[PATCH v2] erofs: handle overlapped pclusters out of crafted images properly

From: Gao Xiang
Date: Tue Sep 10 2024 - 03:09:50 EST


syzbot reported a task hang issue due to a deadlock case where it is
waiting for the folio lock of a cached folio that will be used for
cache I/Os.

After looking into the crafted fuzzed image, I found it's formed with
several overlapped big pclusters as below:

Ext: logical offset | length : physical offset | length
0: 0.. 16384 | 16384 : 151552.. 167936 | 16384
1: 16384.. 32768 | 16384 : 155648.. 172032 | 16384
2: 32768.. 49152 | 16384 : 537223168.. 537239552 | 16384
...

Here, extent 0/1 are physically overlapped although it's entirely
_impossible_ for normal filesystem images generated by mkfs.

First, managed folios containing compressed data will be marked as
up-to-date and then unlocked immediately (unlike in-place folios) when
compressed I/Os are complete. If physical blocks are not submitted in
the incremental order, there should be separate BIOs to avoid dependency
issues. However, the current code mis-arranges z_erofs_fill_bio_vec()
and BIO submission which causes unexpected BIO waits.

Second, managed folios will be connected to their own pclusters for
efficient inter-queries. However, this is somewhat hard to implement
easily if overlapped big pclusters exist.
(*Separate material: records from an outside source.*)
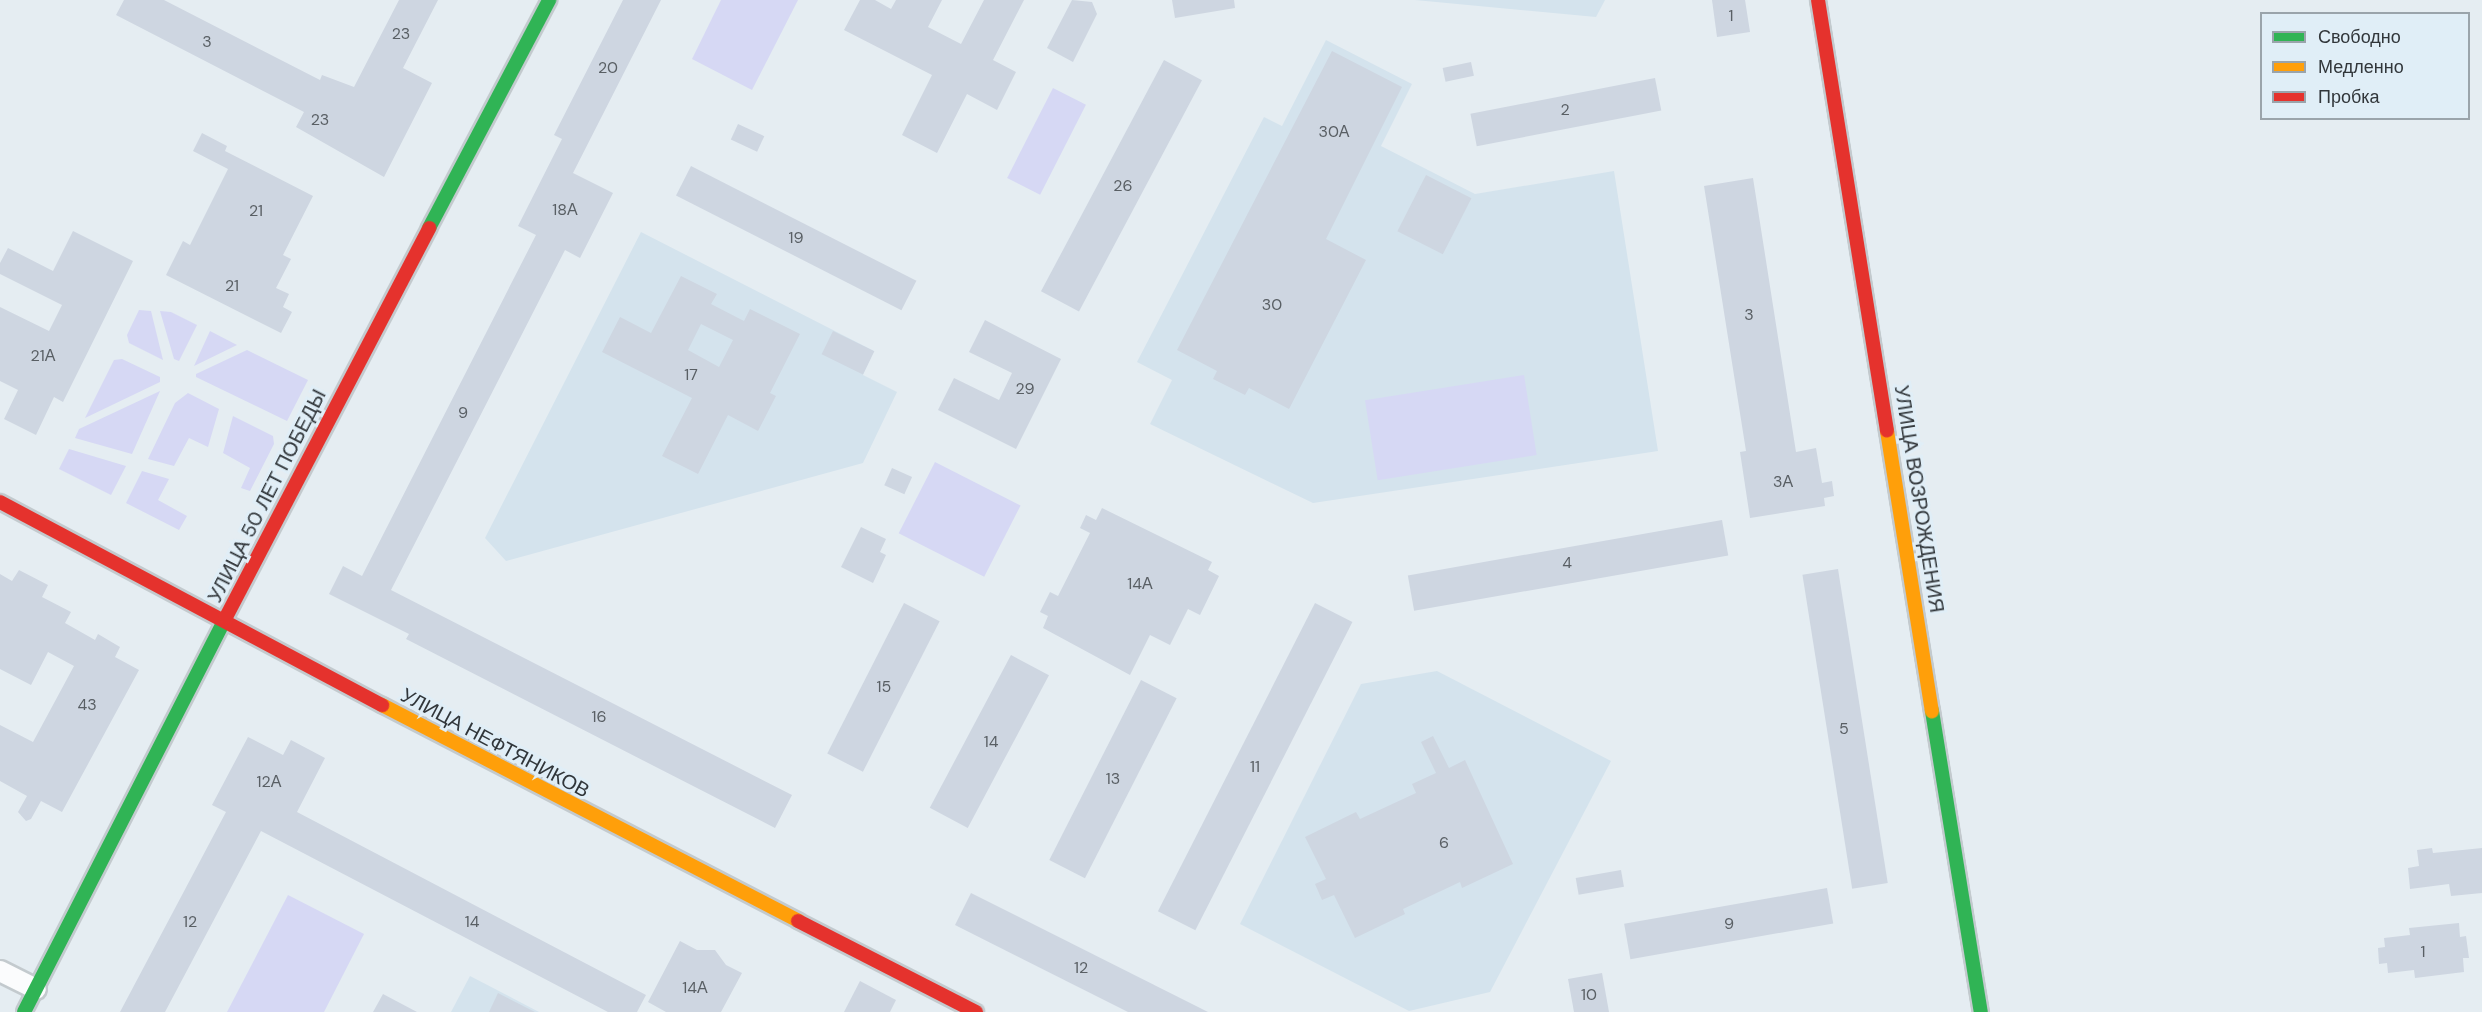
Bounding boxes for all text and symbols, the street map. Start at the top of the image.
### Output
house number: 1 [1729,6,1733,26]
legend [2260,12,2470,120]
house number: 23 [392,24,410,44]
text: Свободно [2318,25,2401,49]
house number: 3 [202,32,212,52]
text: Медленно [2318,55,2404,79]
house number: 20 [598,58,618,78]
text: Пробка [2318,85,2380,109]
house number: 2 [1560,100,1570,120]
house number: 23 [311,110,329,130]
house number: 30А [1318,122,1350,142]
house number: 26 [1113,176,1133,196]
house number: 18А [552,200,578,220]
house number: 21 [249,201,263,221]
house number: 19 [788,228,804,248]
house number: 21 [225,276,239,296]
house number: 30 [1262,295,1282,315]
house number: 3 [1744,305,1754,325]
house number: 21А [31,346,55,366]
house number: 17 [684,365,698,385]
house number: 29 [1015,379,1035,399]
street label: УЛИЦА ВОЗРОЖДЕНИЯ [1889,384,1949,614]
street label: УЛИЦА 50 ЛЕТ ПОБЕДЫ [203,385,331,607]
house number: 9 [458,403,468,423]
house number: 3А [1773,472,1793,492]
house number: 4 [1562,553,1572,573]
house number: 14А [1127,574,1153,594]
house number: 15 [877,677,891,697]
street label: УЛИЦА НЕФТЯНИКОВ [397,683,593,803]
house number: 43 [77,695,97,715]
house number: 16 [591,707,607,727]
house number: 5 [1839,719,1849,739]
house number: 14 [984,732,998,752]
house number: 11 [1250,757,1260,777]
house number: 13 [1106,769,1120,789]
house number: 12А [257,772,281,792]
house number: 6 [1439,833,1449,853]
house number: 12 [183,912,197,932]
house number: 14 [465,912,479,932]
house number: 9 [1724,914,1734,934]
house number: 1 [2421,942,2425,962]
house number: 12 [1074,958,1088,978]
house number: 14А [682,978,708,998]
house number: 10 [1581,985,1597,1005]

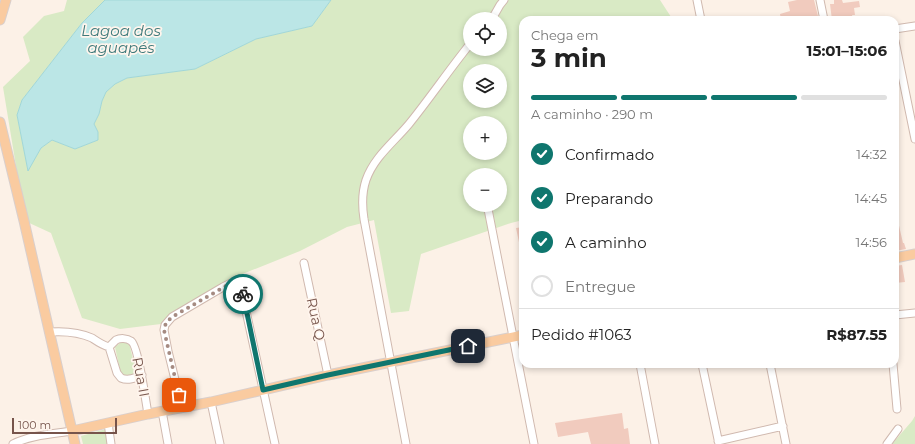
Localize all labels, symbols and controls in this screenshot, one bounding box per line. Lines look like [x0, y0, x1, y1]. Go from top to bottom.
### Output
map controls [463, 12, 507, 212]
button: locate [463, 12, 507, 56]
water label: Lagoa dos aguapés [81, 21, 161, 57]
text: Chega em [531, 27, 598, 43]
text: 15:01–15:06 [807, 41, 887, 60]
text: 3 min [531, 42, 607, 74]
button: layers [463, 64, 507, 108]
text: A caminho · 290 m [531, 106, 653, 122]
button: + [463, 116, 507, 160]
icon: check [531, 143, 553, 165]
text: Confirmado [565, 145, 654, 164]
text: 14:32 [856, 146, 887, 162]
button: − [463, 168, 507, 212]
icon: check [531, 187, 553, 209]
text: Preparando [565, 189, 653, 208]
text: 14:45 [855, 190, 887, 206]
icon: check [531, 231, 553, 253]
text: A caminho [565, 233, 647, 252]
text: 14:56 [856, 234, 887, 250]
courier [223, 274, 263, 314]
text: Entregue [565, 277, 636, 296]
icon: bike [232, 283, 254, 305]
street label: Rua Q [303, 296, 329, 342]
text: Pedido #1063 [531, 325, 632, 344]
text: R$87.55 [826, 325, 887, 344]
pin [451, 329, 485, 363]
icon: home [457, 335, 479, 357]
street label: Rua II [128, 356, 154, 398]
pin [162, 378, 196, 412]
icon: bag [168, 384, 190, 406]
scale bar [12, 416, 117, 435]
text: 100 m [18, 418, 51, 432]

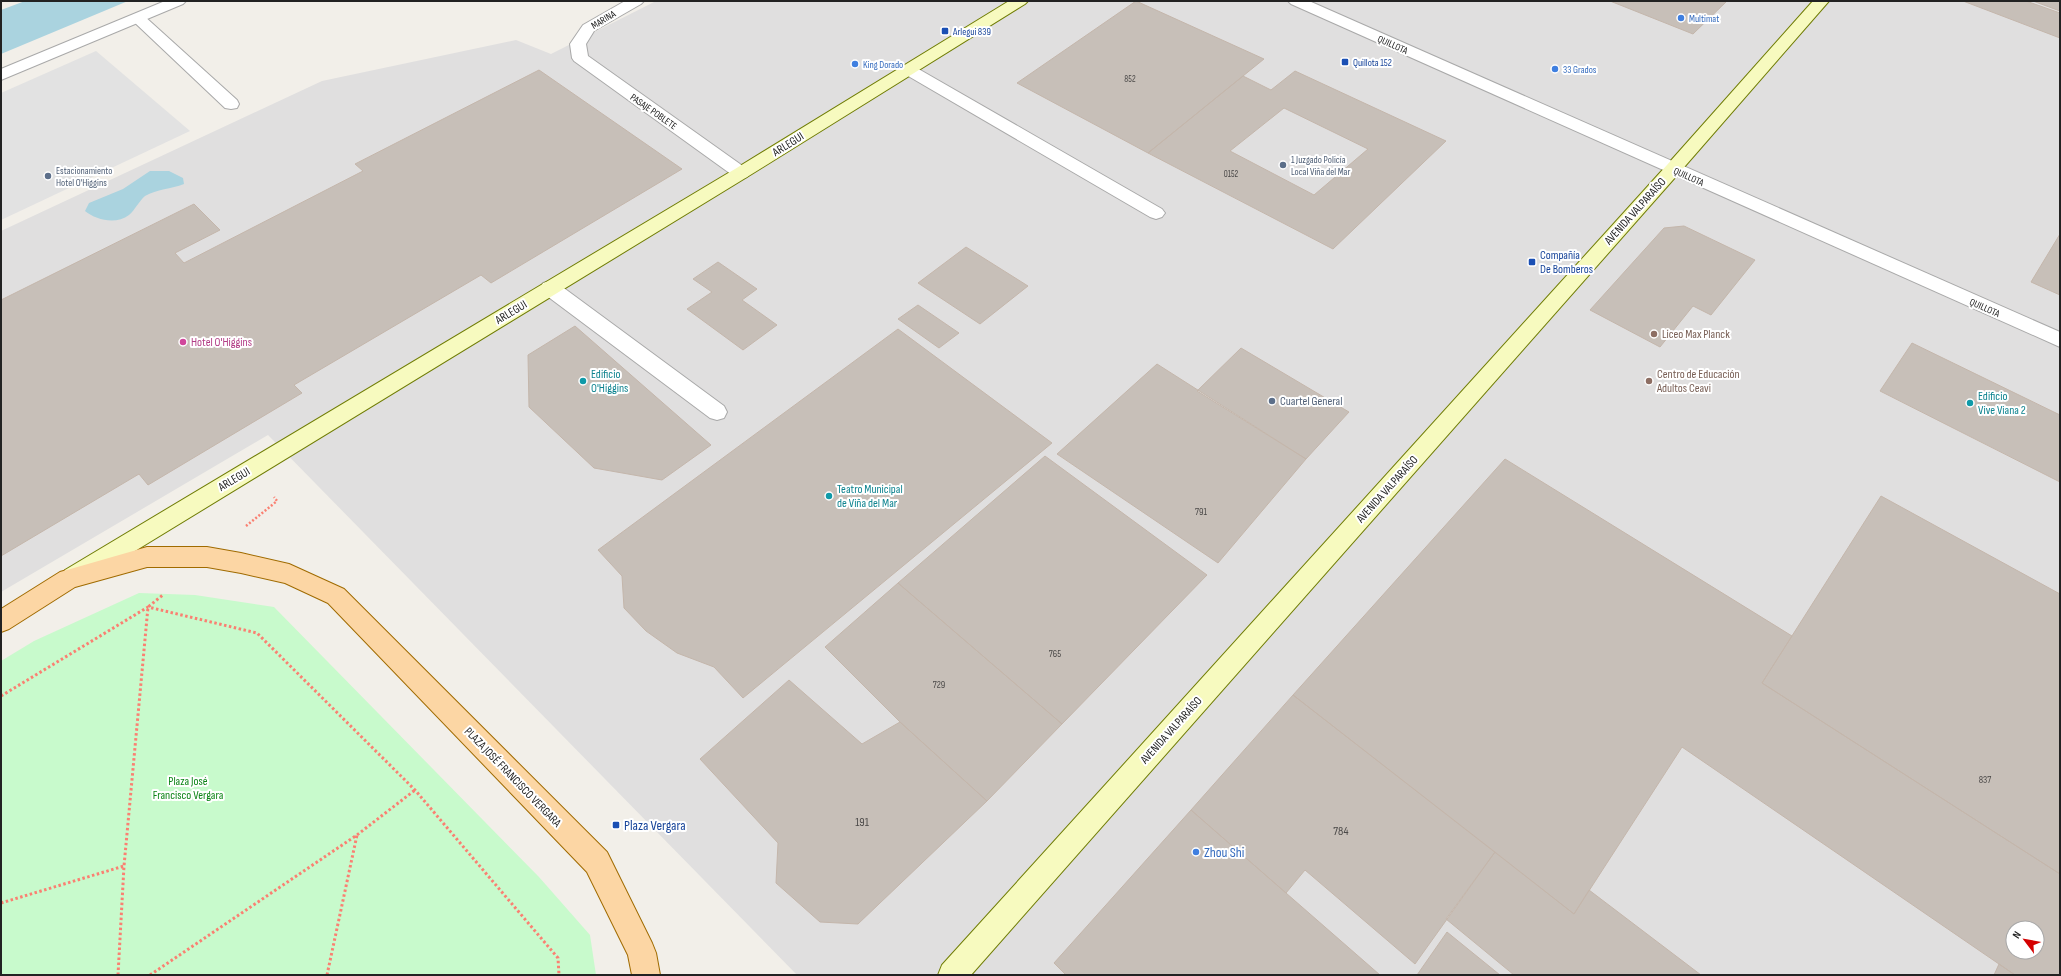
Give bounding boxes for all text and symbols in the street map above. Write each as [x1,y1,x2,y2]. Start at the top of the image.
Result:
street label: MARINA [589,8,618,32]
marker: Multimat [1676,13,1686,23]
place label: Multimat [1689,13,1719,25]
marker: Arlegui 839 [940,26,950,36]
place label: Arlegui 839 [952,26,991,38]
street label: QUILLOTA [1376,33,1410,57]
marker: Quillota 152 [1340,57,1350,67]
place label: Quillota 152 [1353,57,1392,69]
marker: King Dorado [850,59,860,69]
place label: King Dorado [863,59,903,71]
marker: 33 Grados [1550,64,1560,74]
place label: 33 Grados [1563,64,1597,76]
house number: 852 [1124,74,1136,85]
street label: PASAJE POBLETE [628,91,679,132]
street label: ARLEGUI [769,129,807,160]
place label: 1 Juzgado Policía Local Viña del Mar [1291,154,1350,178]
marker: 1 Juzgado Policía Local Viña del Mar [1278,160,1288,170]
place label: Estacionamiento Hotel O'Higgins [56,165,112,189]
street label: QUILLOTA [1672,165,1706,189]
house number: 0152 [1224,169,1239,180]
marker: Estacionamiento Hotel O'Higgins [43,171,53,181]
street label: AVENIDA VALPARAÍSO [1601,175,1669,249]
place label: Compañía De Bomberos [1540,248,1593,277]
marker: Compañía De Bomberos [1527,257,1537,267]
street label: QUILLOTA [1968,296,2002,320]
street label: ARLEGUI [492,297,530,328]
place label: Liceo Max Planck [1662,327,1730,342]
marker: Liceo Max Planck [1649,329,1659,339]
place label: Hotel O'Higgins [191,335,252,350]
marker: Hotel O'Higgins [178,337,188,347]
place label: Edificio O'Higgins [591,367,628,396]
place label: Centro de Educación Adultos Ceavi [1656,367,1740,396]
marker: Edificio O'Higgins [578,376,588,386]
marker: Centro de Educación Adultos Ceavi [1644,376,1654,386]
place label: Edificio Vive Viana 2 [1978,389,2026,418]
place label: Cuartel General [1280,394,1342,409]
marker: Cuartel General [1267,396,1277,406]
marker: Edificio Vive Viana 2 [1965,398,1975,408]
street label: AVENIDA VALPARAÍSO [1353,453,1421,527]
street label: ARLEGUI [215,464,253,495]
place label: Teatro Municipal de Viña del Mar [837,482,903,511]
marker: Teatro Municipal de Viña del Mar [824,491,834,501]
house number: 791 [1195,506,1207,518]
house number: 765 [1049,648,1061,660]
house number: 729 [933,679,945,691]
street label: AVENIDA VALPARAÍSO [1137,694,1205,768]
street label: PLAZA JOSÉ FRANCISCO VERGARA [461,724,565,831]
park label: Plaza José Francisco Vergara [153,774,224,803]
house number: 837 [1979,774,1991,786]
house number: 191 [855,815,870,830]
place label: Plaza Vergara [624,817,686,834]
marker: Plaza Vergara [611,820,621,830]
house number: 784 [1333,824,1349,839]
place label: Zhou Shi [1204,844,1244,861]
marker: Zhou Shi [1191,847,1201,857]
north arrow [2005,920,2045,960]
text: N [2010,929,2024,941]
Again, these only appear in
fuzzed images so let's simply fall back to temporary short-lived pages
for correctness.

Additionally, it justifies that referenced managed folios cannot be
truncated for now and reverts part of commit 2080ca1ed3e4 ("erofs: tidy
up `struct z_erofs_bvec`") for simplicity although it shouldn't be any
difference.

Reported-by: syzbot+4fc98ed414ae63d1ada2@xxxxxxxxxxxxxxxxxxxxxxxxx
Reported-by: syzbot+de04e06b28cfecf2281c@xxxxxxxxxxxxxxxxxxxxxxxxx
Reported-by: syzbot+c8c8238b394be4a1087d@xxxxxxxxxxxxxxxxxxxxxxxxx
Tested-by: syzbot+4fc98ed414ae63d1ada2@xxxxxxxxxxxxxxxxxxxxxxxxx
Closes: https://lore.kernel.org/r/0000000000002fda01061e334873@xxxxxxxxxx
Fixes: 8e6c8fa9f2e9 ("erofs: enable big pcluster feature")
Signed-off-by: Gao Xiang <hsiangkao@xxxxxxxxxxxxxxxxx>
---
changes since v1:
- Avoid re-entering z_erofs_fill_bio_vec() if bio_add_page() fails;

fs/erofs/zdata.c | 71 ++++++++++++++++++++++++++----------------------
1 file changed, 38 insertions(+), 33 deletions(-)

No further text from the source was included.